## WORK TO BE COMPLETED
The response must be a precise copy of the records that follow.

## RECORDS SUPPLIED
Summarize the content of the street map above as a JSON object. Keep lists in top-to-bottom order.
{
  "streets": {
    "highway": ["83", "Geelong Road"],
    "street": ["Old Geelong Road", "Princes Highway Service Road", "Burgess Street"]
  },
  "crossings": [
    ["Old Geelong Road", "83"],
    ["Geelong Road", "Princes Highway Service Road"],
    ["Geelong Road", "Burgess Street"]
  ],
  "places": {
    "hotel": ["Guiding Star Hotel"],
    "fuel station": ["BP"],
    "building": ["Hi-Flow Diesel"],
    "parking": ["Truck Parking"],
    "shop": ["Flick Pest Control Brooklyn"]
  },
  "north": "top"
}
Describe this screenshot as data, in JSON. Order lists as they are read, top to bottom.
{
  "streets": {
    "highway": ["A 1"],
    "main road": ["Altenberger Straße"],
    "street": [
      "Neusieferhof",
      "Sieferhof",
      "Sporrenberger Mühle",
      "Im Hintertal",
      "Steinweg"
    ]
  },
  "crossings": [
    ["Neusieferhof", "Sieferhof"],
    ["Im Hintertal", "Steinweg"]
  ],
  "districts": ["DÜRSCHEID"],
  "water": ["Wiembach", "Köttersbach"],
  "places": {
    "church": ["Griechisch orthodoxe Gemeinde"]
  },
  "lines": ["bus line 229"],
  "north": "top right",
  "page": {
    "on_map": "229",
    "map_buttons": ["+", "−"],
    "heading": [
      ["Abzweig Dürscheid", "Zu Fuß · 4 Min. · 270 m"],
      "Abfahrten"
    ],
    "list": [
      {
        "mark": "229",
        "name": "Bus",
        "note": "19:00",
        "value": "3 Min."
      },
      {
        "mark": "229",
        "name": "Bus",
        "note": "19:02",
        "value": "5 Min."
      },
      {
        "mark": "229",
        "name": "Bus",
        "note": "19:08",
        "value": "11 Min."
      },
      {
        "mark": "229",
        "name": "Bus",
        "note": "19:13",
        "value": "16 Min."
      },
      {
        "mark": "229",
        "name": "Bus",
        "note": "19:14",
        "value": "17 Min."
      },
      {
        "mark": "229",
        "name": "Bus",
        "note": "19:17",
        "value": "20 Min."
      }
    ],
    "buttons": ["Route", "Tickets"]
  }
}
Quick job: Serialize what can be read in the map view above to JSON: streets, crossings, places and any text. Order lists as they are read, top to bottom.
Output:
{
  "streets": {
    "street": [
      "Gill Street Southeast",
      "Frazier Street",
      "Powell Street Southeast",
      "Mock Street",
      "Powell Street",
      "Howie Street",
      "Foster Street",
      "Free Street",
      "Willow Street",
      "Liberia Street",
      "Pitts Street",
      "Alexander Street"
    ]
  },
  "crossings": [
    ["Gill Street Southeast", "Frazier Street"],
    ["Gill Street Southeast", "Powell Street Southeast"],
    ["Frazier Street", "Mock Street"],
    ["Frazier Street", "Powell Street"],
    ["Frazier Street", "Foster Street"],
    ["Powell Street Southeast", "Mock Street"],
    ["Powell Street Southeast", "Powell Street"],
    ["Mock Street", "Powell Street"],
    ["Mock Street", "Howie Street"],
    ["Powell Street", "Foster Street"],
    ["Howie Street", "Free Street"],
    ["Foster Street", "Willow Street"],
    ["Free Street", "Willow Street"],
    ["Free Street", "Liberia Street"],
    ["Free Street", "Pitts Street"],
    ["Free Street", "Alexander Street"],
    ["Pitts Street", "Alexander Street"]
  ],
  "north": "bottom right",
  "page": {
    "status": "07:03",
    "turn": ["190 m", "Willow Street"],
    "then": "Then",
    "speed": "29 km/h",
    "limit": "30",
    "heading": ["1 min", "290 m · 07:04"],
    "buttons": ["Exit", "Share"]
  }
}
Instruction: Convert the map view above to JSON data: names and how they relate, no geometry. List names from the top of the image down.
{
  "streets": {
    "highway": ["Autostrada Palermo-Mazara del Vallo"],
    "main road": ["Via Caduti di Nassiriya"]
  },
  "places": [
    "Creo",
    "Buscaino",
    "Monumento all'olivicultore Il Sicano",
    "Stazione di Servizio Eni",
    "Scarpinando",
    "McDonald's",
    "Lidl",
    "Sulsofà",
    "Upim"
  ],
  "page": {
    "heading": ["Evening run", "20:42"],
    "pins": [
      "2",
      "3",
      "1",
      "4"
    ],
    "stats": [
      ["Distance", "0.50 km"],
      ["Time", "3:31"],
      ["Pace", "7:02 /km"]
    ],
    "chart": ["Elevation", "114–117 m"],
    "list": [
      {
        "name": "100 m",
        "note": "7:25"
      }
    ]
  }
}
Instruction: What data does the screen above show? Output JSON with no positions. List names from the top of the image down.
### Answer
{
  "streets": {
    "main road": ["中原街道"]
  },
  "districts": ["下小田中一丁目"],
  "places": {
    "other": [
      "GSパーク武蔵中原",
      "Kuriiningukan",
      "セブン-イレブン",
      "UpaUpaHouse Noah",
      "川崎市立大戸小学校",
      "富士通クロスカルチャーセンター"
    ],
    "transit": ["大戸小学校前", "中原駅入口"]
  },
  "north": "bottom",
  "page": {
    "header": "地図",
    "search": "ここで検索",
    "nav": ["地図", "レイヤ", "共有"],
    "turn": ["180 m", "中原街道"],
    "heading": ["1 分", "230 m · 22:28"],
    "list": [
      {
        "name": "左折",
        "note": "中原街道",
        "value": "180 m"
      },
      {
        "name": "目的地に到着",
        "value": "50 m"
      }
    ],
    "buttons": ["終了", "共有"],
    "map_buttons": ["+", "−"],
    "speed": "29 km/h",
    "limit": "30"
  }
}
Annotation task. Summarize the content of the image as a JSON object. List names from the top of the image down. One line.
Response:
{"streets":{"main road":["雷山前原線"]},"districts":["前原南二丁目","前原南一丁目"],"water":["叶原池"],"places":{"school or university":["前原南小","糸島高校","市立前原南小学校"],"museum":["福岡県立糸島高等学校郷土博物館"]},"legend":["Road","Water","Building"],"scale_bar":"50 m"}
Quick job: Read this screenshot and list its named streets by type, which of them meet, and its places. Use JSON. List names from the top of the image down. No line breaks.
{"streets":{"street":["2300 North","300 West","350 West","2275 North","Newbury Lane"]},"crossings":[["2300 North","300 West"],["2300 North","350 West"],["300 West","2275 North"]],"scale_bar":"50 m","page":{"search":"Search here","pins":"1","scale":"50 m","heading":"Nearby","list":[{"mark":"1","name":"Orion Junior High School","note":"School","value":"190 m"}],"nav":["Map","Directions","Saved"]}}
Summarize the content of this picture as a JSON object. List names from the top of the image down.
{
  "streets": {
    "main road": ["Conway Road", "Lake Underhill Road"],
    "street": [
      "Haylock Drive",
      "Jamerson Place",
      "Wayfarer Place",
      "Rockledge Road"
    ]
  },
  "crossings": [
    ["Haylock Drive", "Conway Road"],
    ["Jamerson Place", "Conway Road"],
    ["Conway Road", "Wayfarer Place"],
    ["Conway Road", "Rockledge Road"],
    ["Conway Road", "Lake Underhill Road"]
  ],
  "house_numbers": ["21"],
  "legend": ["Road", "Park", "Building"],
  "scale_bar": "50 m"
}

## REPLY TO THE TASK
Summarize the content of the street map above as a JSON object. Keep lists in top-to-bottom order.
{
  "streets": {
    "highway": ["83", "Geelong Road"],
    "street": ["Old Geelong Road", "Princes Highway Service Road", "Burgess Street"]
  },
  "crossings": [
    ["Old Geelong Road", "83"],
    ["Geelong Road", "Princes Highway Service Road"],
    ["Geelong Road", "Burgess Street"]
  ],
  "places": {
    "hotel": ["Guiding Star Hotel"],
    "fuel station": ["BP"],
    "building": ["Hi-Flow Diesel"],
    "parking": ["Truck Parking"],
    "shop": ["Flick Pest Control Brooklyn"]
  },
  "north": "top"
}
Describe this screenshot as data, in JSON. Order lists as they are read, top to bottom.
{
  "streets": {
    "highway": ["A 1"],
    "main road": ["Altenberger Straße"],
    "street": [
      "Neusieferhof",
      "Sieferhof",
      "Sporrenberger Mühle",
      "Im Hintertal",
      "Steinweg"
    ]
  },
  "crossings": [
    ["Neusieferhof", "Sieferhof"],
    ["Im Hintertal", "Steinweg"]
  ],
  "districts": ["DÜRSCHEID"],
  "water": ["Wiembach", "Köttersbach"],
  "places": {
    "church": ["Griechisch orthodoxe Gemeinde"]
  },
  "lines": ["bus line 229"],
  "north": "top right",
  "page": {
    "on_map": "229",
    "map_buttons": ["+", "−"],
    "heading": [
      ["Abzweig Dürscheid", "Zu Fuß · 4 Min. · 270 m"],
      "Abfahrten"
    ],
    "list": [
      {
        "mark": "229",
        "name": "Bus",
        "note": "19:00",
        "value": "3 Min."
      },
      {
        "mark": "229",
        "name": "Bus",
        "note": "19:02",
        "value": "5 Min."
      },
      {
        "mark": "229",
        "name": "Bus",
        "note": "19:08",
        "value": "11 Min."
      },
      {
        "mark": "229",
        "name": "Bus",
        "note": "19:13",
        "value": "16 Min."
      },
      {
        "mark": "229",
        "name": "Bus",
        "note": "19:14",
        "value": "17 Min."
      },
      {
        "mark": "229",
        "name": "Bus",
        "note": "19:17",
        "value": "20 Min."
      }
    ],
    "buttons": ["Route", "Tickets"]
  }
}
Quick job: Serialize what can be read in the map view above to JSON: streets, crossings, places and any text. Order lists as they are read, top to bottom.
Output:
{
  "streets": {
    "street": [
      "Gill Street Southeast",
      "Frazier Street",
      "Powell Street Southeast",
      "Mock Street",
      "Powell Street",
      "Howie Street",
      "Foster Street",
      "Free Street",
      "Willow Street",
      "Liberia Street",
      "Pitts Street",
      "Alexander Street"
    ]
  },
  "crossings": [
    ["Gill Street Southeast", "Frazier Street"],
    ["Gill Street Southeast", "Powell Street Southeast"],
    ["Frazier Street", "Mock Street"],
    ["Frazier Street", "Powell Street"],
    ["Frazier Street", "Foster Street"],
    ["Powell Street Southeast", "Mock Street"],
    ["Powell Street Southeast", "Powell Street"],
    ["Mock Street", "Powell Street"],
    ["Mock Street", "Howie Street"],
    ["Powell Street", "Foster Street"],
    ["Howie Street", "Free Street"],
    ["Foster Street", "Willow Street"],
    ["Free Street", "Willow Street"],
    ["Free Street", "Liberia Street"],
    ["Free Street", "Pitts Street"],
    ["Free Street", "Alexander Street"],
    ["Pitts Street", "Alexander Street"]
  ],
  "north": "bottom right",
  "page": {
    "status": "07:03",
    "turn": ["190 m", "Willow Street"],
    "then": "Then",
    "speed": "29 km/h",
    "limit": "30",
    "heading": ["1 min", "290 m · 07:04"],
    "buttons": ["Exit", "Share"]
  }
}
Instruction: Convert the map view above to JSON data: names and how they relate, no geometry. List names from the top of the image down.
{
  "streets": {
    "highway": ["Autostrada Palermo-Mazara del Vallo"],
    "main road": ["Via Caduti di Nassiriya"]
  },
  "places": [
    "Creo",
    "Buscaino",
    "Monumento all'olivicultore Il Sicano",
    "Stazione di Servizio Eni",
    "Scarpinando",
    "McDonald's",
    "Lidl",
    "Sulsofà",
    "Upim"
  ],
  "page": {
    "heading": ["Evening run", "20:42"],
    "pins": [
      "2",
      "3",
      "1",
      "4"
    ],
    "stats": [
      ["Distance", "0.50 km"],
      ["Time", "3:31"],
      ["Pace", "7:02 /km"]
    ],
    "chart": ["Elevation", "114–117 m"],
    "list": [
      {
        "name": "100 m",
        "note": "7:25"
      }
    ]
  }
}
Instruction: What data does the screen above show? Output JSON with no positions. List names from the top of the image down.
### Answer
{
  "streets": {
    "main road": ["中原街道"]
  },
  "districts": ["下小田中一丁目"],
  "places": {
    "other": [
      "GSパーク武蔵中原",
      "Kuriiningukan",
      "セブン-イレブン",
      "UpaUpaHouse Noah",
      "川崎市立大戸小学校",
      "富士通クロスカルチャーセンター"
    ],
    "transit": ["大戸小学校前", "中原駅入口"]
  },
  "north": "bottom",
  "page": {
    "header": "地図",
    "search": "ここで検索",
    "nav": ["地図", "レイヤ", "共有"],
    "turn": ["180 m", "中原街道"],
    "heading": ["1 分", "230 m · 22:28"],
    "list": [
      {
        "name": "左折",
        "note": "中原街道",
        "value": "180 m"
      },
      {
        "name": "目的地に到着",
        "value": "50 m"
      }
    ],
    "buttons": ["終了", "共有"],
    "map_buttons": ["+", "−"],
    "speed": "29 km/h",
    "limit": "30"
  }
}
Annotation task. Summarize the content of the image as a JSON object. List names from the top of the image down. One line.
Response:
{"streets":{"main road":["雷山前原線"]},"districts":["前原南二丁目","前原南一丁目"],"water":["叶原池"],"places":{"school or university":["前原南小","糸島高校","市立前原南小学校"],"museum":["福岡県立糸島高等学校郷土博物館"]},"legend":["Road","Water","Building"],"scale_bar":"50 m"}
Quick job: Read this screenshot and list its named streets by type, which of them meet, and its places. Use JSON. List names from the top of the image down. No line breaks.
{"streets":{"street":["2300 North","300 West","350 West","2275 North","Newbury Lane"]},"crossings":[["2300 North","300 West"],["2300 North","350 West"],["300 West","2275 North"]],"scale_bar":"50 m","page":{"search":"Search here","pins":"1","scale":"50 m","heading":"Nearby","list":[{"mark":"1","name":"Orion Junior High School","note":"School","value":"190 m"}],"nav":["Map","Directions","Saved"]}}
Summarize the content of this picture as a JSON object. List names from the top of the image down.
{
  "streets": {
    "main road": ["Conway Road", "Lake Underhill Road"],
    "street": [
      "Haylock Drive",
      "Jamerson Place",
      "Wayfarer Place",
      "Rockledge Road"
    ]
  },
  "crossings": [
    ["Haylock Drive", "Conway Road"],
    ["Jamerson Place", "Conway Road"],
    ["Conway Road", "Wayfarer Place"],
    ["Conway Road", "Rockledge Road"],
    ["Conway Road", "Lake Underhill Road"]
  ],
  "house_numbers": ["21"],
  "legend": ["Road", "Park", "Building"],
  "scale_bar": "50 m"
}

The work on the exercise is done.